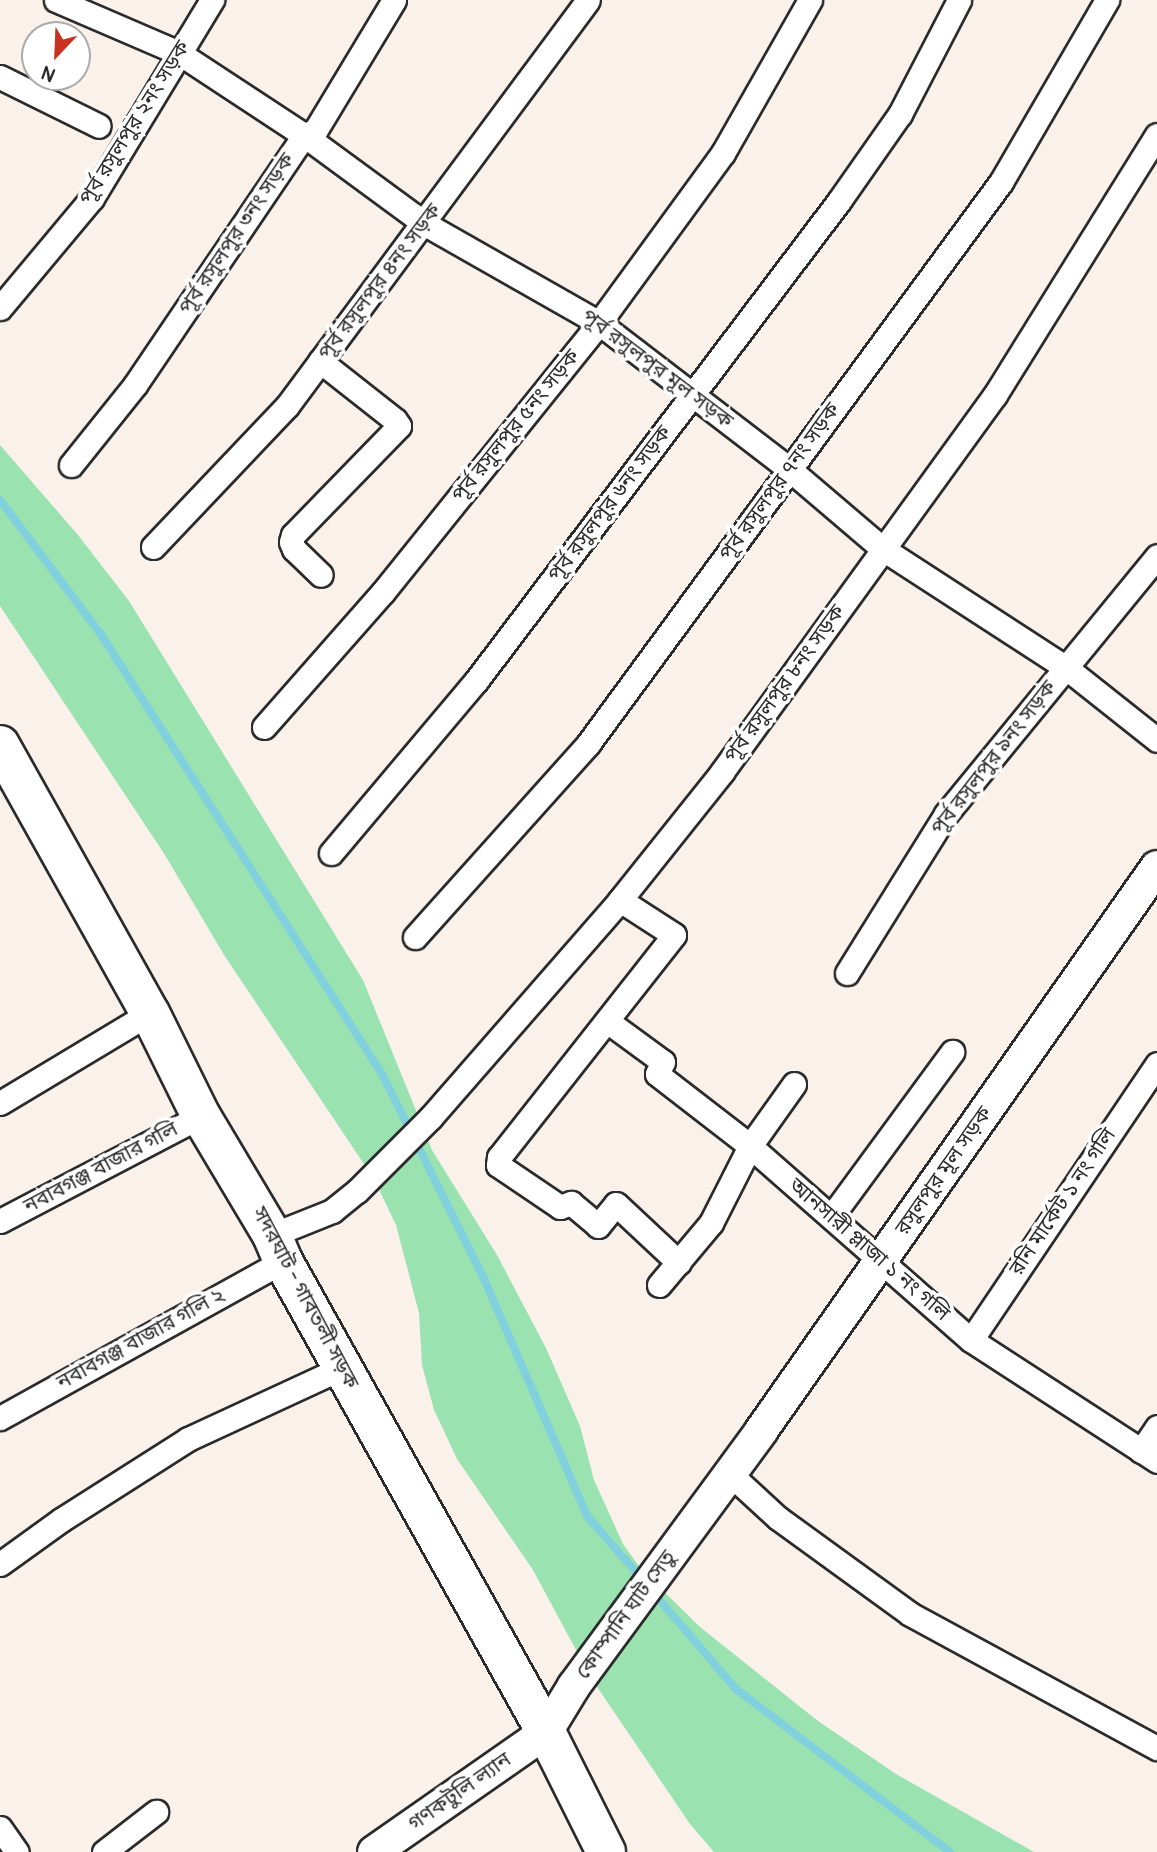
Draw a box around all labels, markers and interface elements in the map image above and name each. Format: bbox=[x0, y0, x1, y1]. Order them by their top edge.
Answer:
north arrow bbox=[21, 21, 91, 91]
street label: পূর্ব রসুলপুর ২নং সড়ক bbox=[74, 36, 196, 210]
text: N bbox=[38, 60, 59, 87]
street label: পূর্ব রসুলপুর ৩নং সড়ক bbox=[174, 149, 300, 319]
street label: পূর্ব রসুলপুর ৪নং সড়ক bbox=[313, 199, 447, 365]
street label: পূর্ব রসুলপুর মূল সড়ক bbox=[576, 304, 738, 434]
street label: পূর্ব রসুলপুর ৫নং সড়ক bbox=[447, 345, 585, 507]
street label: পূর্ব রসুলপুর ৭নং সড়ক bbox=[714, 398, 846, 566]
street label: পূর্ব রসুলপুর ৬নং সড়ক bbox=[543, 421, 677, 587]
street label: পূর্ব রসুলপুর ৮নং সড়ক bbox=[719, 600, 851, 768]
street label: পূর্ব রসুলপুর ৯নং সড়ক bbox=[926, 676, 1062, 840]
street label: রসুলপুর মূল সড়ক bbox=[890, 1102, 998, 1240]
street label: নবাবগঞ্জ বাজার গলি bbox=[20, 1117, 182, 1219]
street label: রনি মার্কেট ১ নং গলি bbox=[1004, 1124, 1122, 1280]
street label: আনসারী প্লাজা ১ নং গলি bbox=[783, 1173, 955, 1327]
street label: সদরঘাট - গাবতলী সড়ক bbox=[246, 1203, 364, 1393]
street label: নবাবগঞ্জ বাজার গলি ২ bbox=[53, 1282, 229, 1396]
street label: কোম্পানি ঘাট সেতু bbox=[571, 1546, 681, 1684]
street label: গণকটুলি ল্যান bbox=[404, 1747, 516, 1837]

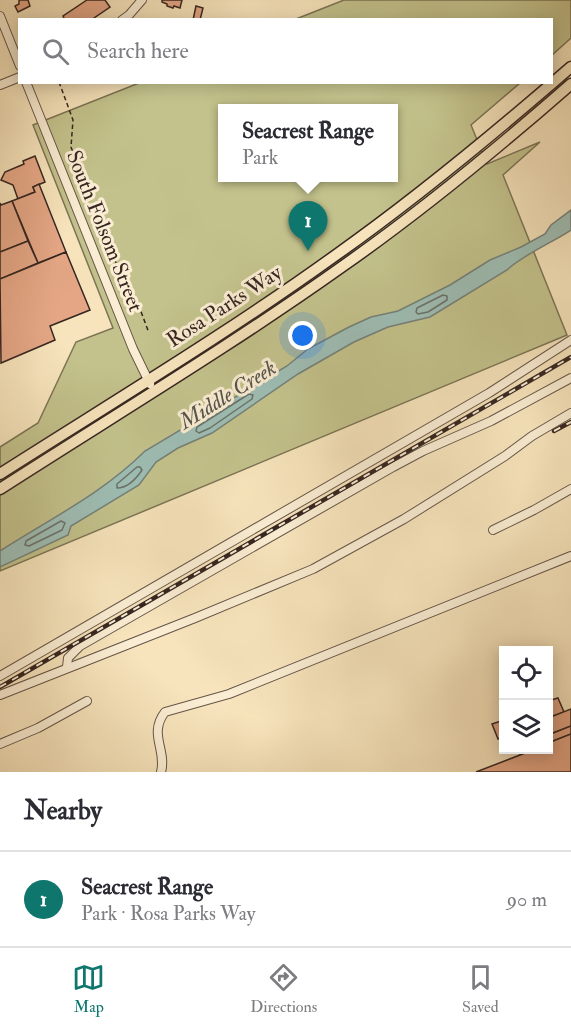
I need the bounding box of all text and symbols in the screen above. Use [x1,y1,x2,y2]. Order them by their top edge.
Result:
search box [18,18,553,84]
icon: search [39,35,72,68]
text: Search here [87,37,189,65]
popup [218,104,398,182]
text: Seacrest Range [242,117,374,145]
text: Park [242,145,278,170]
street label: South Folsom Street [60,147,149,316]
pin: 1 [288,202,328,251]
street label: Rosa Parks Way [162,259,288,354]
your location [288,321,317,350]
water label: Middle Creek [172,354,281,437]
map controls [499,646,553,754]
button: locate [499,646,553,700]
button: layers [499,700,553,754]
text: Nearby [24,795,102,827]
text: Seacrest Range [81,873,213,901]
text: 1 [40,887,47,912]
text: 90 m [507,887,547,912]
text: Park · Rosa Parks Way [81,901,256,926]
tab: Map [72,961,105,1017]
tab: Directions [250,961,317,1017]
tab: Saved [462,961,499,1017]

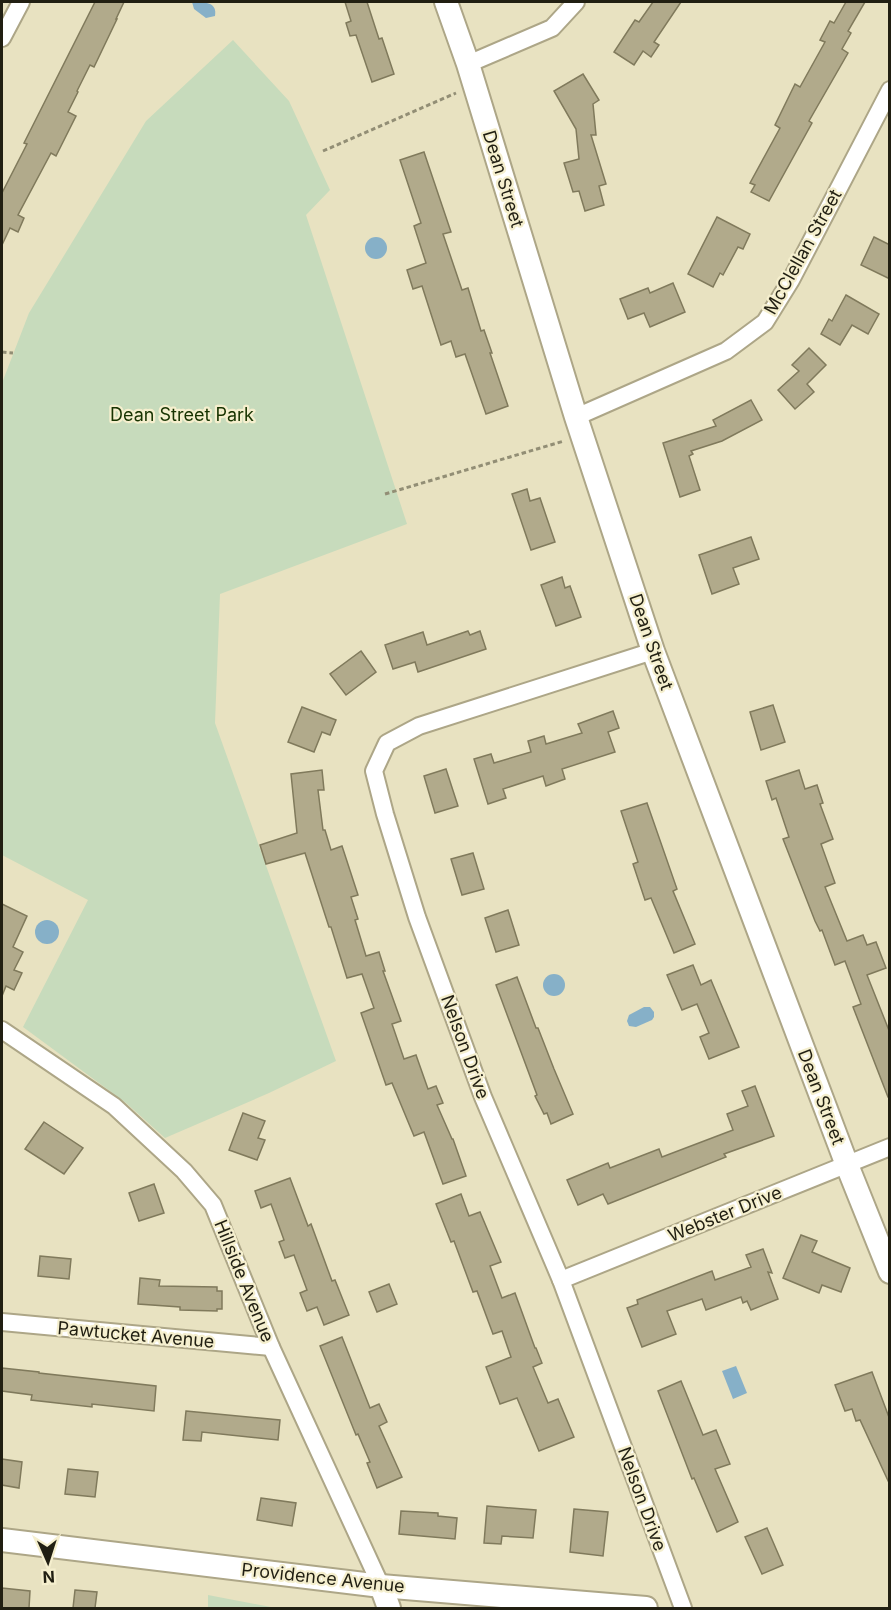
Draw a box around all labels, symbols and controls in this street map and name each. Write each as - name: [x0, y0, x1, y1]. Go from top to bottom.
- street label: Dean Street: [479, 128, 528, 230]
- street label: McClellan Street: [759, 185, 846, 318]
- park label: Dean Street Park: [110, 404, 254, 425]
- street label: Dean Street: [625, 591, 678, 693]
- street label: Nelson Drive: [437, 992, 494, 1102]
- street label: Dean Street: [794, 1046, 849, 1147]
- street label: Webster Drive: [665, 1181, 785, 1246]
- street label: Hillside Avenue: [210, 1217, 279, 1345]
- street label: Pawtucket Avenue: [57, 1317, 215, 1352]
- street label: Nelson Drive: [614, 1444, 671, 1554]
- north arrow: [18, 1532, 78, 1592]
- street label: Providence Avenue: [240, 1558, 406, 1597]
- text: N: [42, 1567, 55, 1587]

### TASK STATEMENT
If pictures appear in the data, omit them and copy all other parts exactly.

### WRITTEN RESPONSE
Draw a box around all labels, markers and interface elements in the map image above and name each. Format: bbox=[x0, y0, x1, y1]. Order them by their top edge.
Answer:
north arrow bbox=[21, 21, 91, 91]
street label: পূর্ব রসুলপুর ২নং সড়ক bbox=[74, 36, 196, 210]
text: N bbox=[38, 60, 59, 87]
street label: পূর্ব রসুলপুর ৩নং সড়ক bbox=[174, 149, 300, 319]
street label: পূর্ব রসুলপুর ৪নং সড়ক bbox=[313, 199, 447, 365]
street label: পূর্ব রসুলপুর মূল সড়ক bbox=[576, 304, 738, 434]
street label: পূর্ব রসুলপুর ৫নং সড়ক bbox=[447, 345, 585, 507]
street label: পূর্ব রসুলপুর ৭নং সড়ক bbox=[714, 398, 846, 566]
street label: পূর্ব রসুলপুর ৬নং সড়ক bbox=[543, 421, 677, 587]
street label: পূর্ব রসুলপুর ৮নং সড়ক bbox=[719, 600, 851, 768]
street label: পূর্ব রসুলপুর ৯নং সড়ক bbox=[926, 676, 1062, 840]
street label: রসুলপুর মূল সড়ক bbox=[890, 1102, 998, 1240]
street label: নবাবগঞ্জ বাজার গলি bbox=[20, 1117, 182, 1219]
street label: রনি মার্কেট ১ নং গলি bbox=[1004, 1124, 1122, 1280]
street label: আনসারী প্লাজা ১ নং গলি bbox=[783, 1173, 955, 1327]
street label: সদরঘাট - গাবতলী সড়ক bbox=[246, 1203, 364, 1393]
street label: নবাবগঞ্জ বাজার গলি ২ bbox=[53, 1282, 229, 1396]
street label: কোম্পানি ঘাট সেতু bbox=[571, 1546, 681, 1684]
street label: গণকটুলি ল্যান bbox=[404, 1747, 516, 1837]

I need the bounding box of all text and symbols in the screen above. Use [x1,y1,x2,y2]. Order them by their top edge.
Result:
search box [18,18,553,84]
icon: search [39,35,72,68]
text: Search here [87,37,189,65]
popup [218,104,398,182]
text: Seacrest Range [242,117,374,145]
text: Park [242,145,278,170]
street label: South Folsom Street [60,147,149,316]
pin: 1 [288,202,328,251]
street label: Rosa Parks Way [162,259,288,354]
your location [288,321,317,350]
water label: Middle Creek [172,354,281,437]
map controls [499,646,553,754]
button: locate [499,646,553,700]
button: layers [499,700,553,754]
text: Nearby [24,795,102,827]
text: Seacrest Range [81,873,213,901]
text: 1 [40,887,47,912]
text: 90 m [507,887,547,912]
text: Park · Rosa Parks Way [81,901,256,926]
tab: Map [72,961,105,1017]
tab: Directions [250,961,317,1017]
tab: Saved [462,961,499,1017]

Draw a box around all labels, symbols and controls in this street map and name each. Write each as - name: [x0, y0, x1, y1]. Go from top to bottom.
- street label: Dean Street: [479, 128, 528, 230]
- street label: McClellan Street: [759, 185, 846, 318]
- park label: Dean Street Park: [110, 404, 254, 425]
- street label: Dean Street: [625, 591, 678, 693]
- street label: Nelson Drive: [437, 992, 494, 1102]
- street label: Dean Street: [794, 1046, 849, 1147]
- street label: Webster Drive: [665, 1181, 785, 1246]
- street label: Hillside Avenue: [210, 1217, 279, 1345]
- street label: Pawtucket Avenue: [57, 1317, 215, 1352]
- street label: Nelson Drive: [614, 1444, 671, 1554]
- north arrow: [18, 1532, 78, 1592]
- street label: Providence Avenue: [240, 1558, 406, 1597]
- text: N: [42, 1567, 55, 1587]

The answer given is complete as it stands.